======== MATERIALS PROVIDED

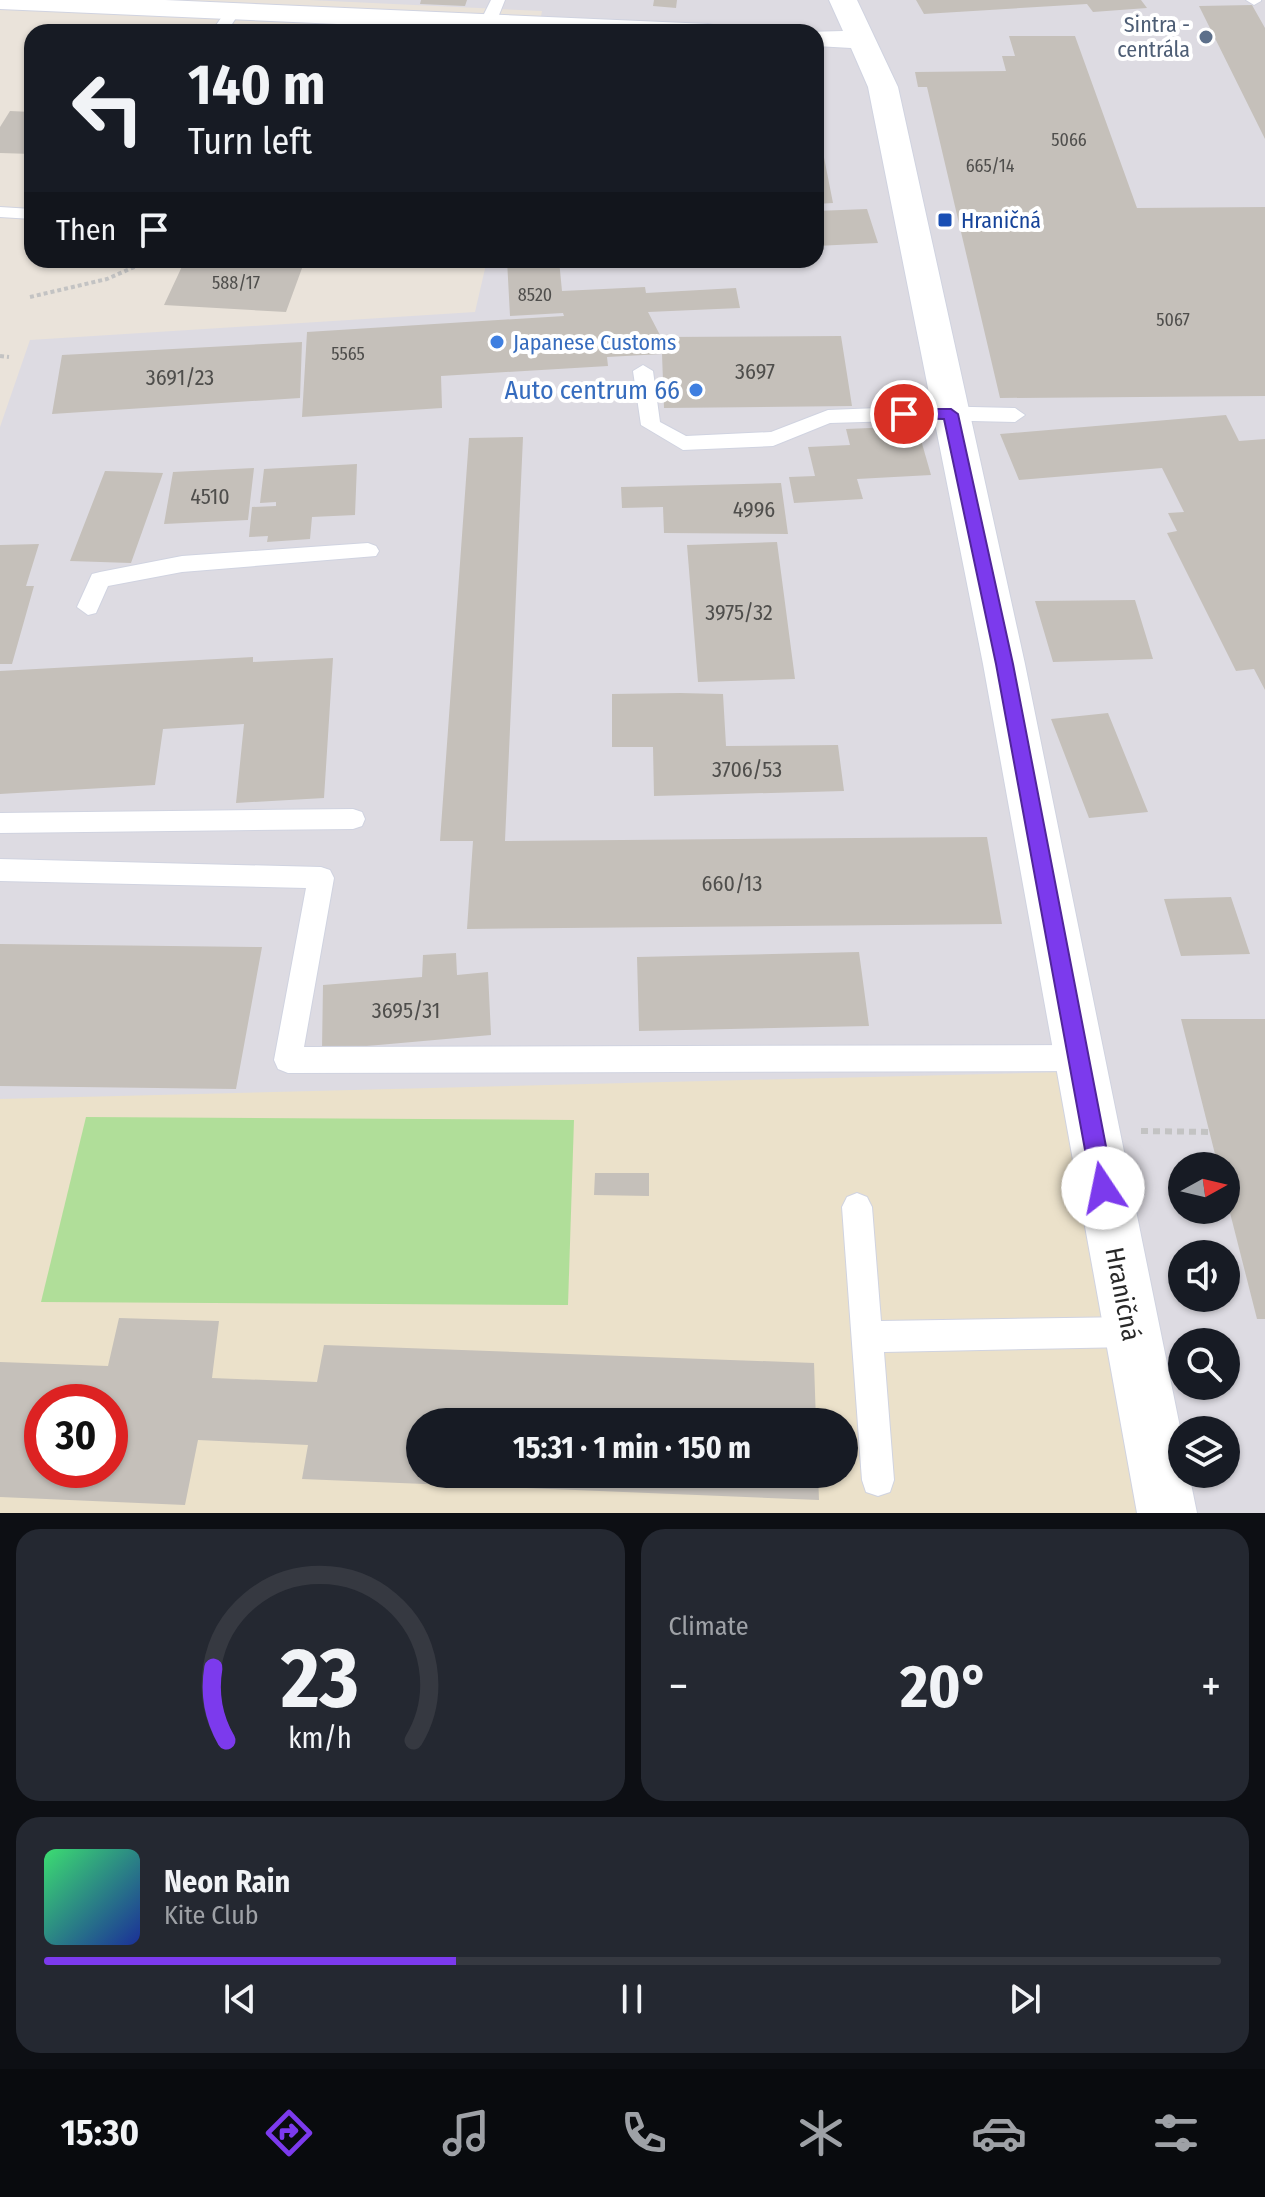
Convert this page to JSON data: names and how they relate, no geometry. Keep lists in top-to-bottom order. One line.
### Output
{"streets":{"street":["Hraničná"]},"places":{"other":["Sintra - centrála","Japanese Customs","Auto centrum 66"],"transit":["Hraničná"]},"house_numbers":["5066","665/14","588/17","8520","5067","5565","3697","3691/23","4510","4996","3975/32","3706/53","660/13","3695/31"],"north":"right","page":{"turn":["140 m","Turn left"],"then":"Then","limit":"30","trip":"15:31 · 1 min · 150 m","tile":"Climate","heat":["−","20°","+"],"song":["Neon Rain","Kite Club"],"tabs":"15:30","gauge":["23","km/h"]}}
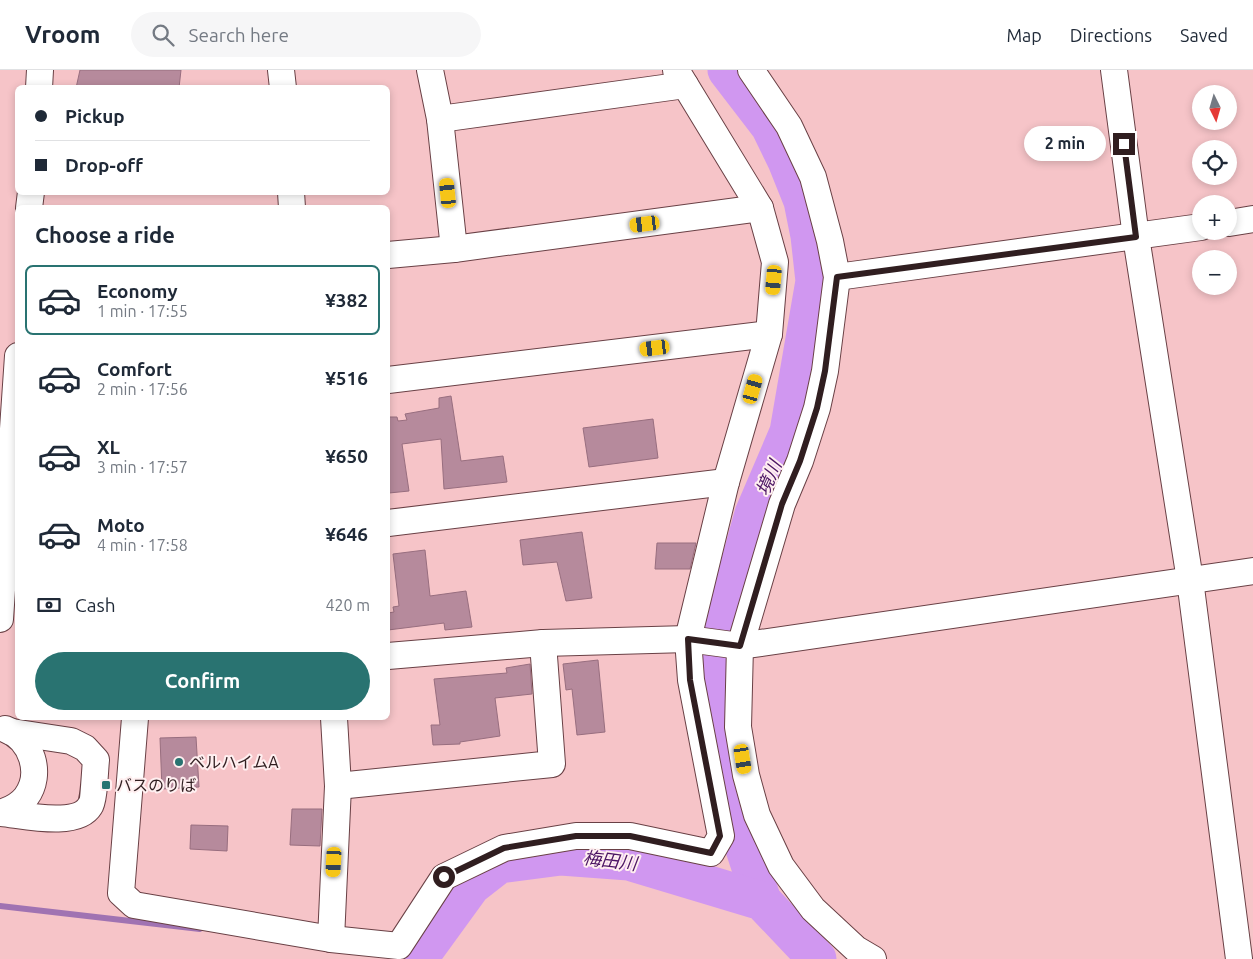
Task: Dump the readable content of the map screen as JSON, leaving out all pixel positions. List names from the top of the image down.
{
  "water": ["境川", "梅田川"],
  "places": {
    "other": ["ベルハイムA"],
    "transit": ["バスのりば"]
  },
  "north": "bottom",
  "page": {
    "header": "Vroom",
    "search": "Search here",
    "nav": ["Map", "Directions", "Saved"],
    "map_buttons": ["+", "−"],
    "banner": ["Pickup", "Drop-off"],
    "bubble": "2 min",
    "heading": "Choose a ride",
    "list": [
      {
        "name": "Economy",
        "note": "1 min · 17:55",
        "value": "¥382"
      },
      {
        "name": "Comfort",
        "note": "2 min · 17:56",
        "value": "¥516"
      },
      {
        "name": "XL",
        "note": "3 min · 17:57",
        "value": "¥650"
      },
      {
        "name": "Moto",
        "note": "4 min · 17:58",
        "value": "¥646"
      }
    ],
    "pay": ["Cash", "420 m"],
    "buttons": "Confirm"
  }
}
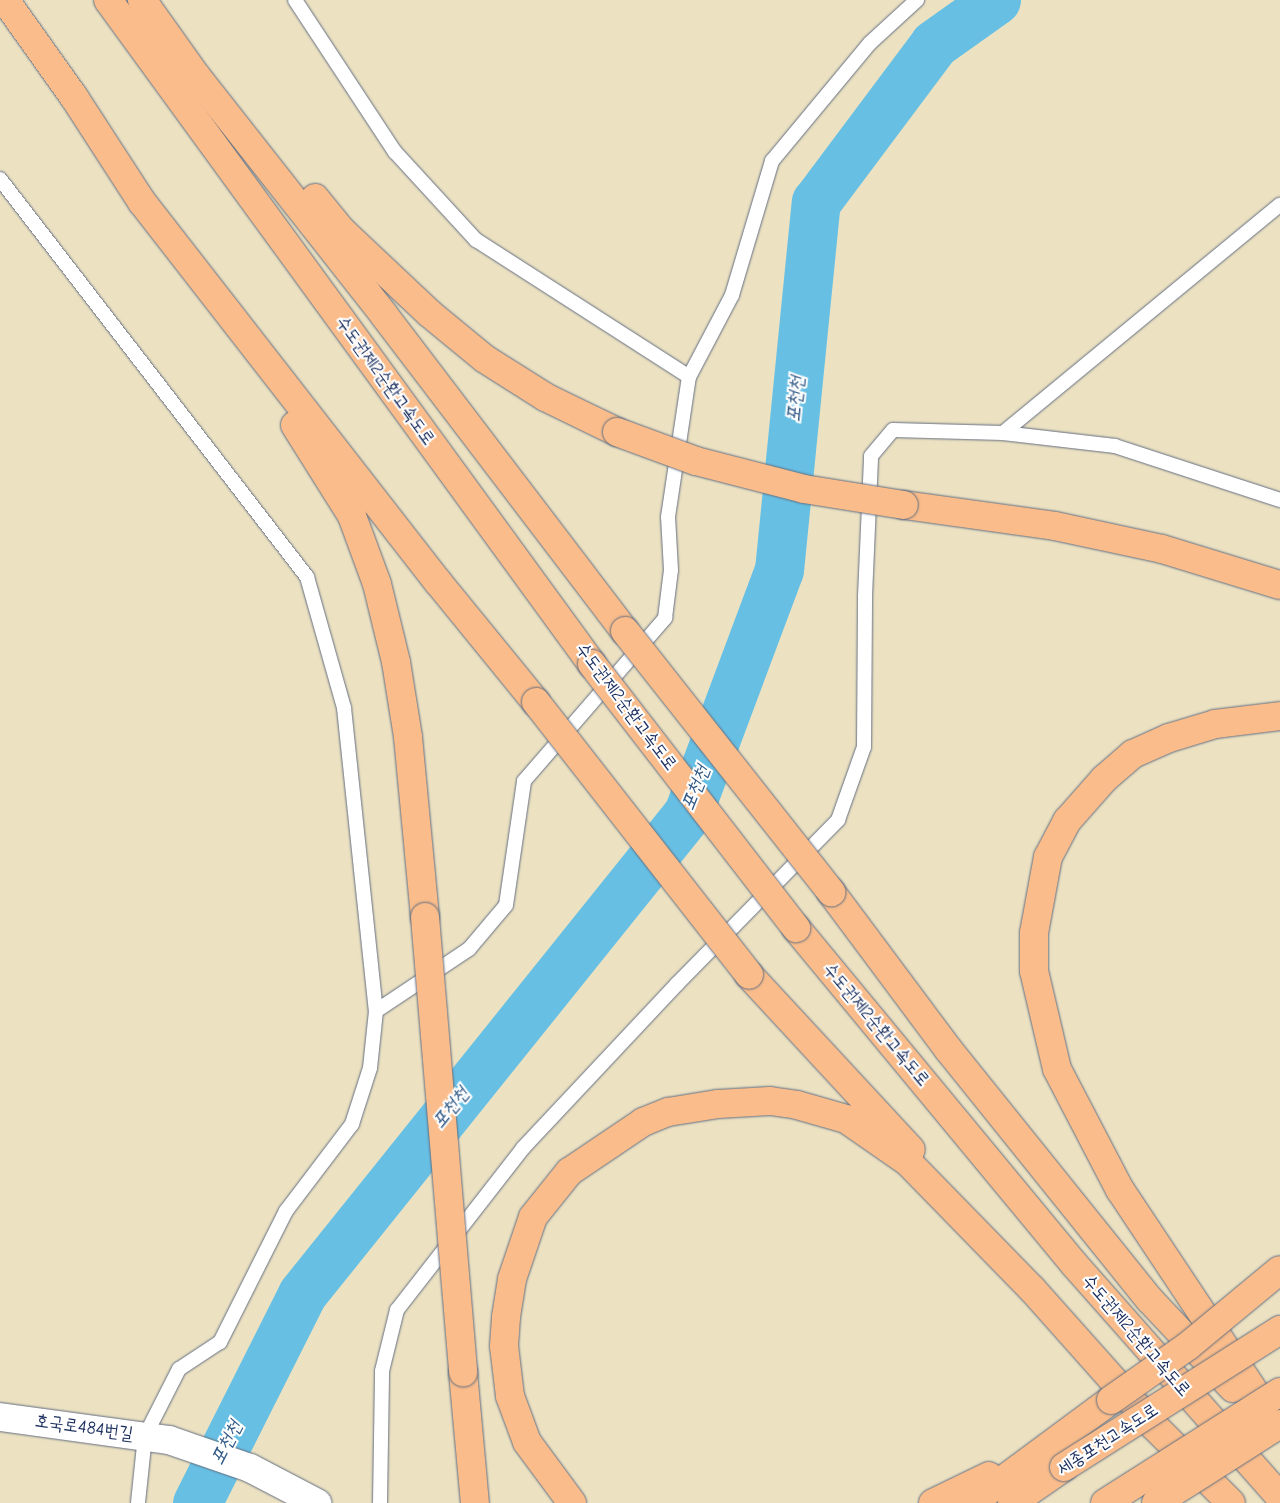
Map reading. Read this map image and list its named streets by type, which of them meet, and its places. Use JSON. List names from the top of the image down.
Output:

================

* _TASK GOAL_
Work out the count of lines in the data above containing the string "this". Give it alone.

* _EXERCISE SOLUTION_
2